RECORDS FOR THE TASK
*** Block opens ***
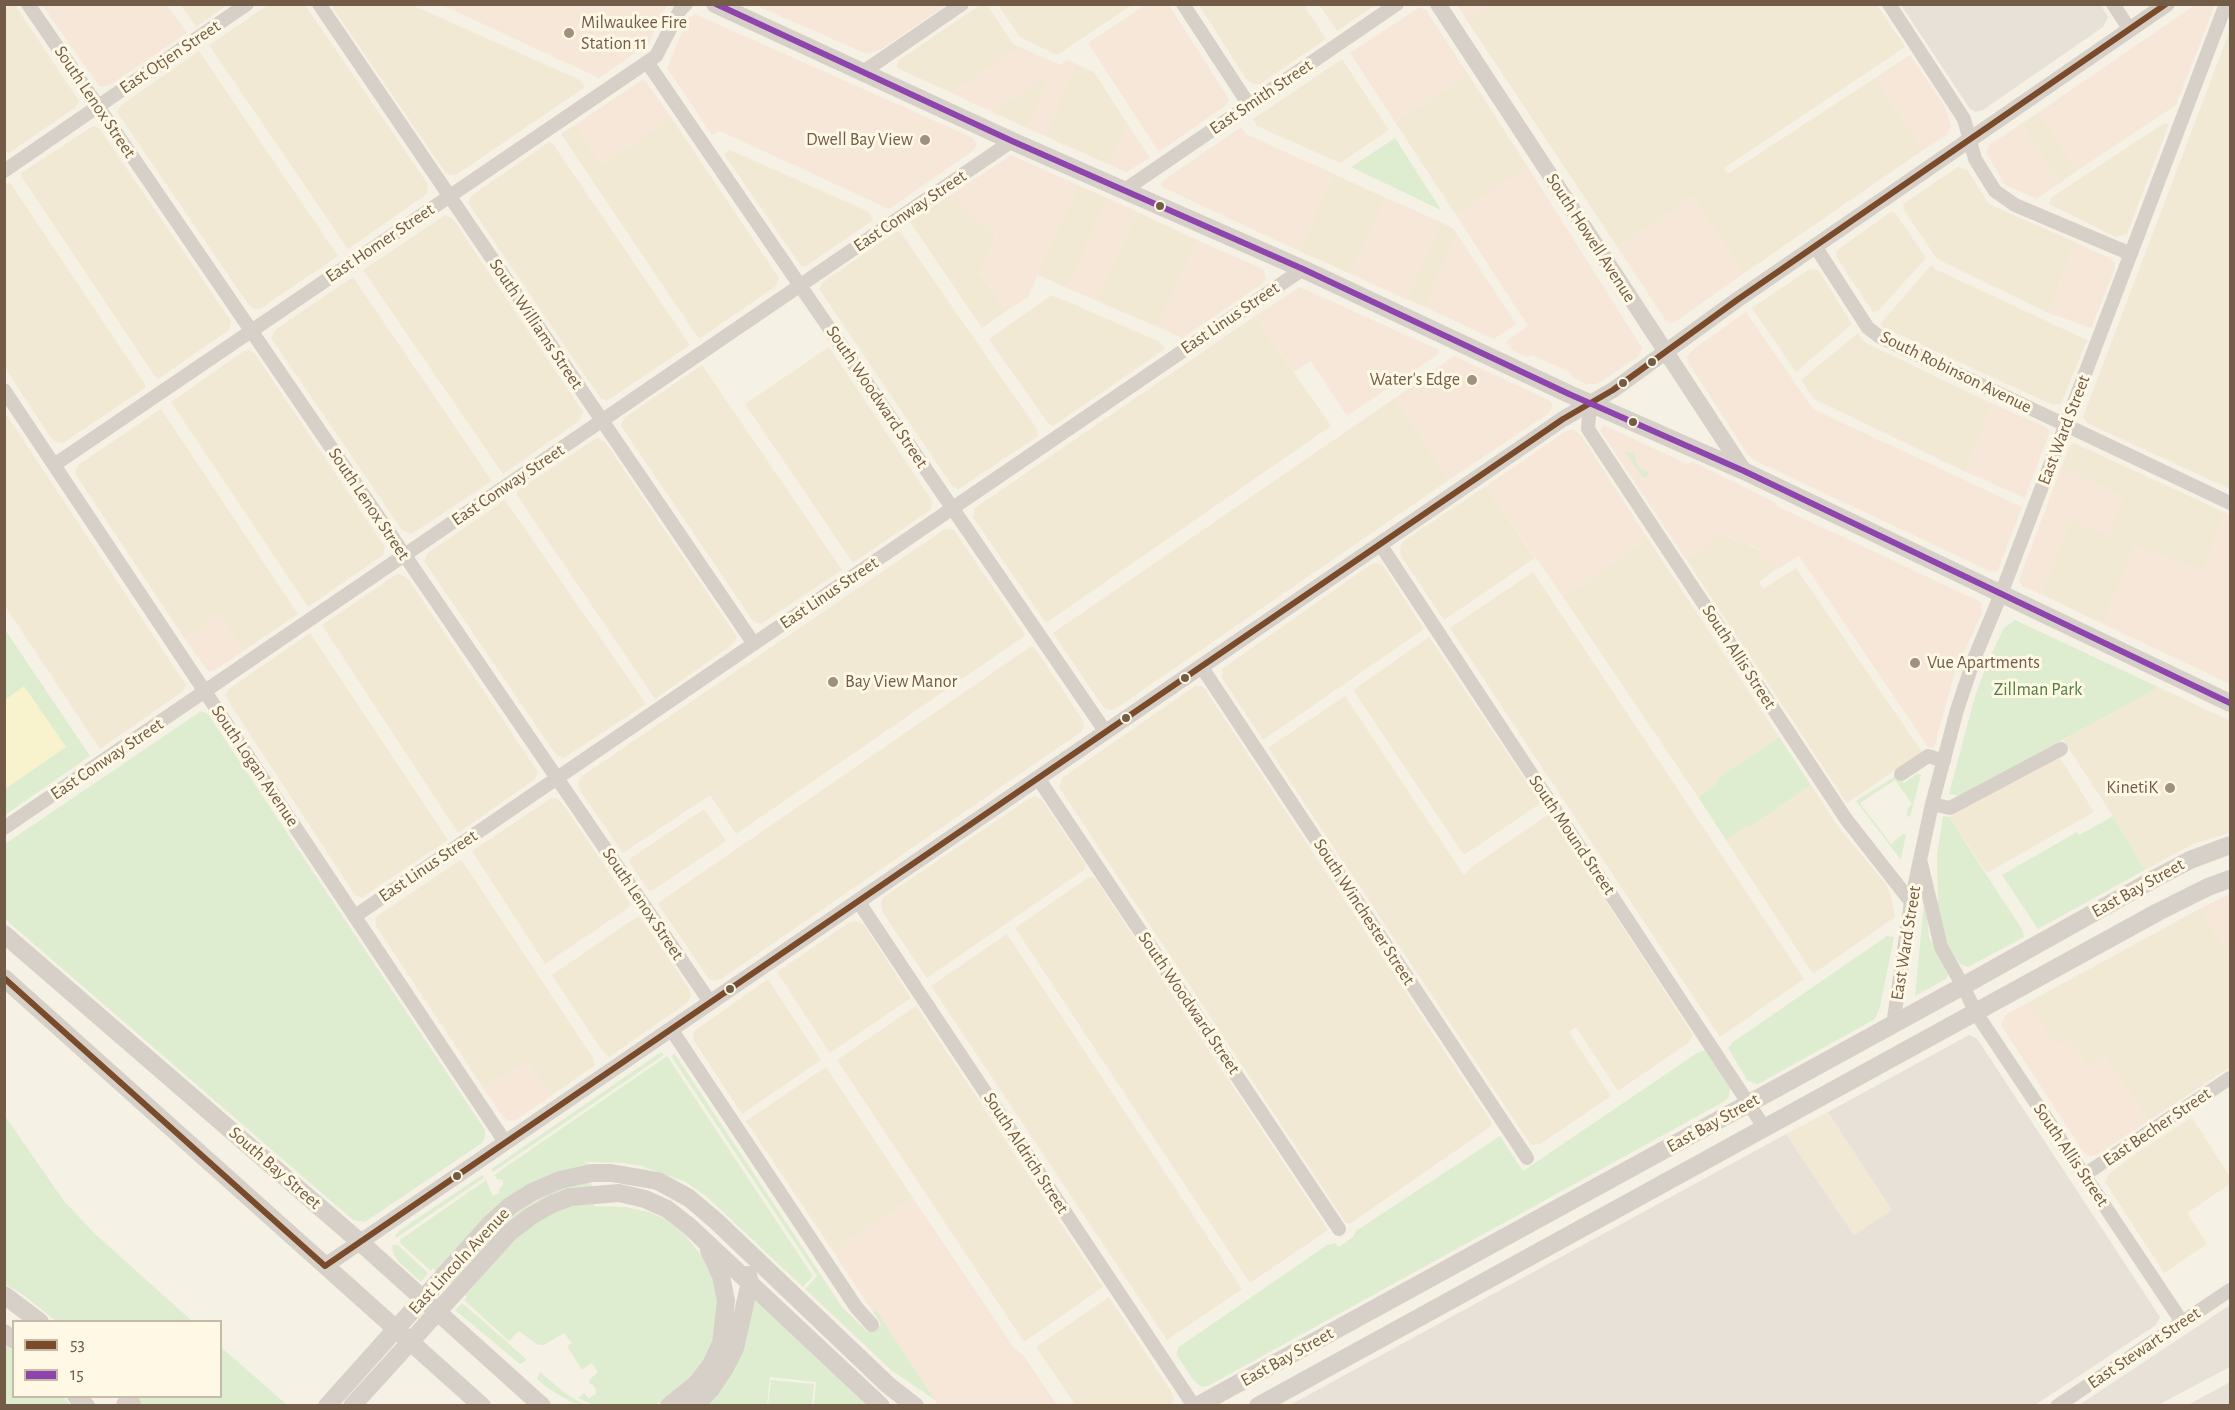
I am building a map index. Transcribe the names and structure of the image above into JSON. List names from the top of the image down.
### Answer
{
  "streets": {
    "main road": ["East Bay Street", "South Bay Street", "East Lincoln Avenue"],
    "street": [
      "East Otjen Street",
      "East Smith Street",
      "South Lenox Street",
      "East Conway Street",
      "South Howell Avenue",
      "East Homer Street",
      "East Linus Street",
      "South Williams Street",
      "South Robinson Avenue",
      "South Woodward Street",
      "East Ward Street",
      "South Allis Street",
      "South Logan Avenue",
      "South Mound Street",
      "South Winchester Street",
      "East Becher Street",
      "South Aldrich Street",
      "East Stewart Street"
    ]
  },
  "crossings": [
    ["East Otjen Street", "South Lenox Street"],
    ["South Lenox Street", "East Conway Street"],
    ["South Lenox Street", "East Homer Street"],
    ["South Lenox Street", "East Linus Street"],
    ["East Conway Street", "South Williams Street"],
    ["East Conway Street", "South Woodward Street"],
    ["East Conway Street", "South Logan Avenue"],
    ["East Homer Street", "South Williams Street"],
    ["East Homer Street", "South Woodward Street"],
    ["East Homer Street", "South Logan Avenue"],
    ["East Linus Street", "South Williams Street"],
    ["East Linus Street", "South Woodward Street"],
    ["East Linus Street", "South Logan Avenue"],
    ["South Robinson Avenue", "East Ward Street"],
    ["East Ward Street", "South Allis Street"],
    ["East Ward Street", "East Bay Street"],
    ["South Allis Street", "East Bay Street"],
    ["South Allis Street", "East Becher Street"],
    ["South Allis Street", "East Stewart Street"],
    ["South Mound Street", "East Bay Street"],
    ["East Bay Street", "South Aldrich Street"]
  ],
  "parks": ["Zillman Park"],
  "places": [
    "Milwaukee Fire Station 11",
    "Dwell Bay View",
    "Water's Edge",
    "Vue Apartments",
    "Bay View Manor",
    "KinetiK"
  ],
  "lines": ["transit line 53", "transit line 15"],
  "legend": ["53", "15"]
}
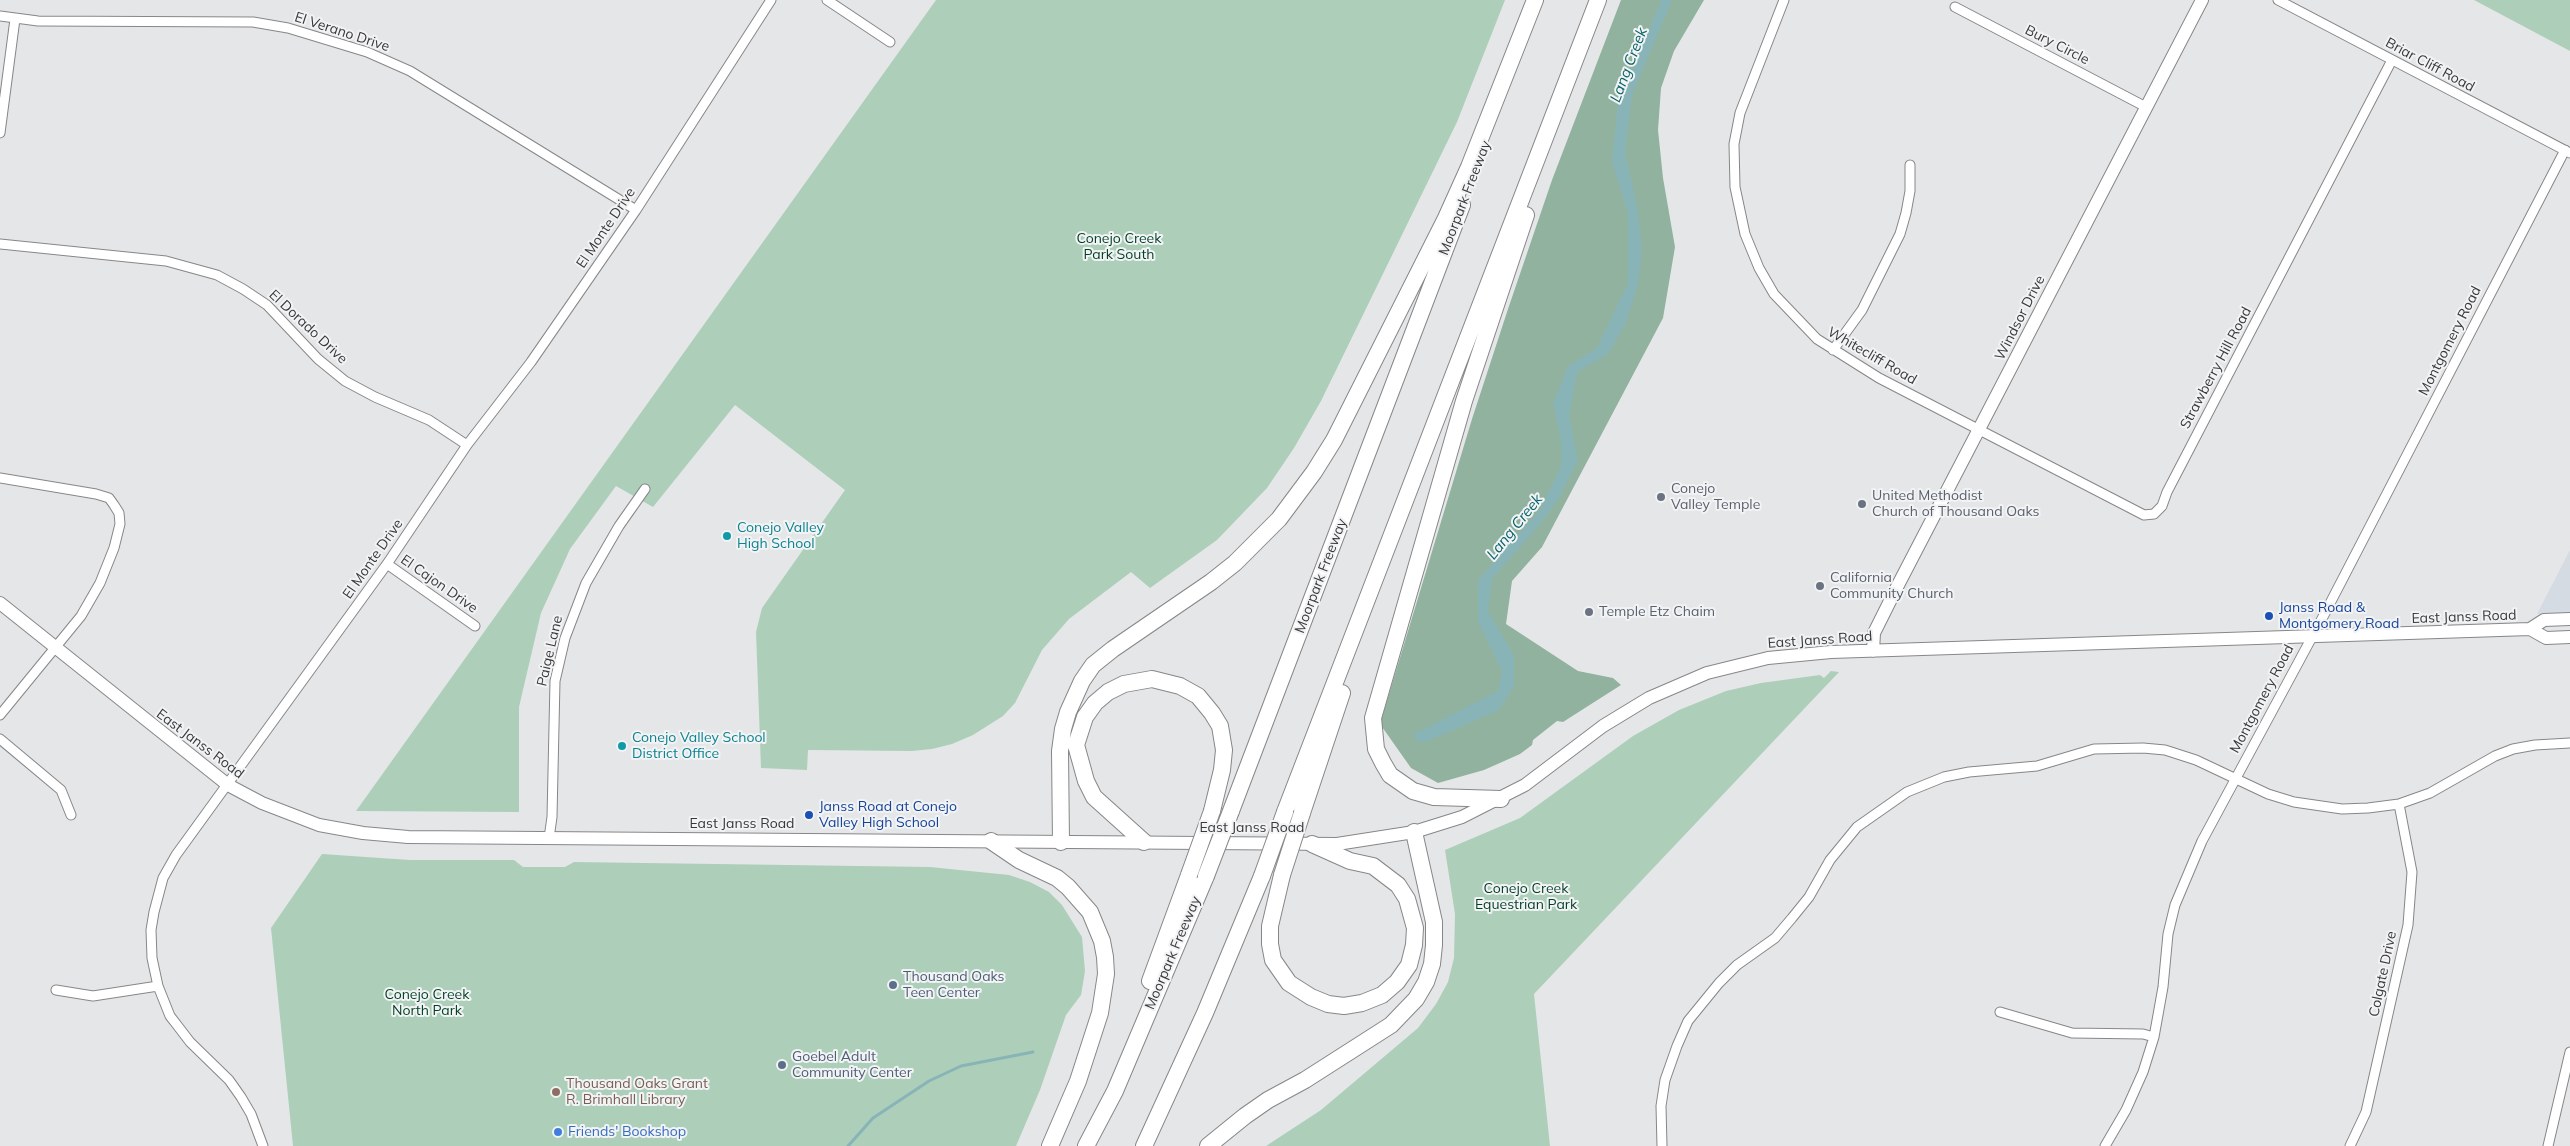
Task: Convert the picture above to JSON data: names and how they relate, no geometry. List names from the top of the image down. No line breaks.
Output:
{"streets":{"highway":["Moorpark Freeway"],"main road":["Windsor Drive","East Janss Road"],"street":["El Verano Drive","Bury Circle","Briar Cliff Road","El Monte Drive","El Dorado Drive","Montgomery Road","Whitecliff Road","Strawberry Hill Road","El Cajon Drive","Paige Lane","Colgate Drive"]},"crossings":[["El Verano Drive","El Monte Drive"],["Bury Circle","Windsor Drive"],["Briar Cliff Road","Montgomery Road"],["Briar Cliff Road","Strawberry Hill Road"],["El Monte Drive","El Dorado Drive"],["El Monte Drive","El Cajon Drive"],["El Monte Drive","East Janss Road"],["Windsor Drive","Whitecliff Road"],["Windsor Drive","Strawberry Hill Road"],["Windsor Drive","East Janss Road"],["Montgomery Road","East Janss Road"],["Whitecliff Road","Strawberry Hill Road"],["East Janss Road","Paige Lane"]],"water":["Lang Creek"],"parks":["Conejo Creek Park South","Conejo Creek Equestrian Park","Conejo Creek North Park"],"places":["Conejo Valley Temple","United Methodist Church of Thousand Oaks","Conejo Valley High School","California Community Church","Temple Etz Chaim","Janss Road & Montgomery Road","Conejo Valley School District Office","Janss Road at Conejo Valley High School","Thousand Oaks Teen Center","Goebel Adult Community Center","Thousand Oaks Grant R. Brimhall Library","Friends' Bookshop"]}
*** Block closes ***
YOUR TASK
Output each line of the listing above that has "Becher".

EXERCISE OUTPUT
      "East Becher Street",
    ["South Allis Street", "East Becher Street"],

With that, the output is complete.